Primus Guaranty, Ltd., together with its consolidated subsidiaries (‘‘Primus Guaranty’’ or ‘‘the Company’’), is a Bermuda holding company that conducts business through several operating subsidiaries, including Primus Financial Products, LLC (‘‘Primus Financial’’), Primus Asset Management, Inc. (‘‘Primus Asset Management’’) and PRS Trading Strategies, LLC (‘‘PRS Trading Strategies’’).

Primus Financial is a Delaware financial products limited liability company that maintains a long-term counterparty credit rating of AAA from Standard & Poor’s (‘‘S&P’’) and Aaa from Moody’s Investors Service, Inc. (‘‘Moody’s’’ and, together with S&P, the ‘‘Rating Agencies’’). Primus Financial is primarily a seller of credit swaps against investment grade credit obligations of corporate and sovereign reference entities. Primus Financial also sells credit swaps referencing portfolios containing obligations of multiple reference entities. Primus Financial recently received the rating agencies’ approval to sell credit swaps referencing residential mortgage-backed securities and commercial mortgage-backed securities, which are referred to as ABS. Primus Financial has begun selling credit swaps against ABS having an assigned rating of ‘‘BBB/Baa’’ (or the equivalent thereof) or better from a recognized rating agency, referencing residential mortgage-backed securities.

Primus Asset Management, a Delaware services company, acts as an investment manager to affiliated companies and third party entities.

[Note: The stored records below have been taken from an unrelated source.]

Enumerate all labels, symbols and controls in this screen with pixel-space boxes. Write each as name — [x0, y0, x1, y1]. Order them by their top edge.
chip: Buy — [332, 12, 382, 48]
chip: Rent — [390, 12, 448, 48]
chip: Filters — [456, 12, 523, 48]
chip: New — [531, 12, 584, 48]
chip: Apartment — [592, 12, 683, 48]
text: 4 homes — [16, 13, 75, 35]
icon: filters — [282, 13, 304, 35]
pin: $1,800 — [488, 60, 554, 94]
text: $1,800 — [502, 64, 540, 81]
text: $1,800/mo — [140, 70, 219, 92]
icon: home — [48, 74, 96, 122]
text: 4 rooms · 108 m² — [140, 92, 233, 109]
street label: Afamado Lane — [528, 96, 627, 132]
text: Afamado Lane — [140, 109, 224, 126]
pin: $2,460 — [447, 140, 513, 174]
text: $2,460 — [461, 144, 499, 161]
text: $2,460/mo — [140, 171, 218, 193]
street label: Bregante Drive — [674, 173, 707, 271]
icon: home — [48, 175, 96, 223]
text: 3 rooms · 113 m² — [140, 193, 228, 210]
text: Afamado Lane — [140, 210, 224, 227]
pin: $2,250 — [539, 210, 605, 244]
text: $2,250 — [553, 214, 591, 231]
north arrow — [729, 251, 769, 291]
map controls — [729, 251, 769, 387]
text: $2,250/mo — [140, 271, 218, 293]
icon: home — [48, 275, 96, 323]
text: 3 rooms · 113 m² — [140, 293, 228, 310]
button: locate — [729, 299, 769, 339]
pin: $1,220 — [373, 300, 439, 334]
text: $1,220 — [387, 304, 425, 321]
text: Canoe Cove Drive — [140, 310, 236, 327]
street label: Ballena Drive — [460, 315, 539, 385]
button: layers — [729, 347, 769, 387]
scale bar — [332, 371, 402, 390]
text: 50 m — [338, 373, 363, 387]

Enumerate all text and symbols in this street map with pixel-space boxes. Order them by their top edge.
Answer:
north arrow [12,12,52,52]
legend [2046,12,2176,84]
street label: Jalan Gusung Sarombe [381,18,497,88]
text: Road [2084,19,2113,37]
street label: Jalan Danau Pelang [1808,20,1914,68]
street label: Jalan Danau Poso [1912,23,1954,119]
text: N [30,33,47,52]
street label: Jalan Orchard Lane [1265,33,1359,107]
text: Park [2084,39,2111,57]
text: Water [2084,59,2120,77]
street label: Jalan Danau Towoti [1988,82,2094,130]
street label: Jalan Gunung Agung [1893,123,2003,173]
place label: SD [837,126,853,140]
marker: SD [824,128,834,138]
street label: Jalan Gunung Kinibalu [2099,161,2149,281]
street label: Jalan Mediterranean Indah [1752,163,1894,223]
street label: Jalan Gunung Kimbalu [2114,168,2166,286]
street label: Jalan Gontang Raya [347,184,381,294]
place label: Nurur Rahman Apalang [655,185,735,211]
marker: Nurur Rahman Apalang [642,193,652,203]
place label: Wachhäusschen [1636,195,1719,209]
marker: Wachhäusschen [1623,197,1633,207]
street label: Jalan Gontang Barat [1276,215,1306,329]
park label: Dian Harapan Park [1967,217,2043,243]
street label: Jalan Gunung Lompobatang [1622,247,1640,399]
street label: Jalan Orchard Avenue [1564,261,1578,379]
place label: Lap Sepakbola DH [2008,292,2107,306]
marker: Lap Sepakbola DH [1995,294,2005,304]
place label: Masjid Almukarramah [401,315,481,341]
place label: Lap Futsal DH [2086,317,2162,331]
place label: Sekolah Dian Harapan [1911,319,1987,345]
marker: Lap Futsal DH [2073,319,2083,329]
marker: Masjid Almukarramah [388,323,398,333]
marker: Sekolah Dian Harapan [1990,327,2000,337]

It currently manages the investment portfolios of its affiliates Primus Financial and PRS Trading Strategies, LLC (‘‘PRS Trading Strategies’’). In addition, Primus Asset Management manages three investment grade synthetic collateralized debt obligations, or synthetic CDO’s, on behalf of third parties. The synthetic CDO’s issue securities backed by one or more credit swaps sold against unaffiliated clients’ debt obligations. Primus Asset Management has commenced acting as asset manager with respect to collateralized loan obligation, or CLO, transactions. Primus Asset Management receives fees for its investment management services. Primus Asset Management’s business plan includes the expansion of its assets under management and coverage of additional financial products and asset classes including, among others, mortgage-backed and other asset-backed securities and speculative grade investments.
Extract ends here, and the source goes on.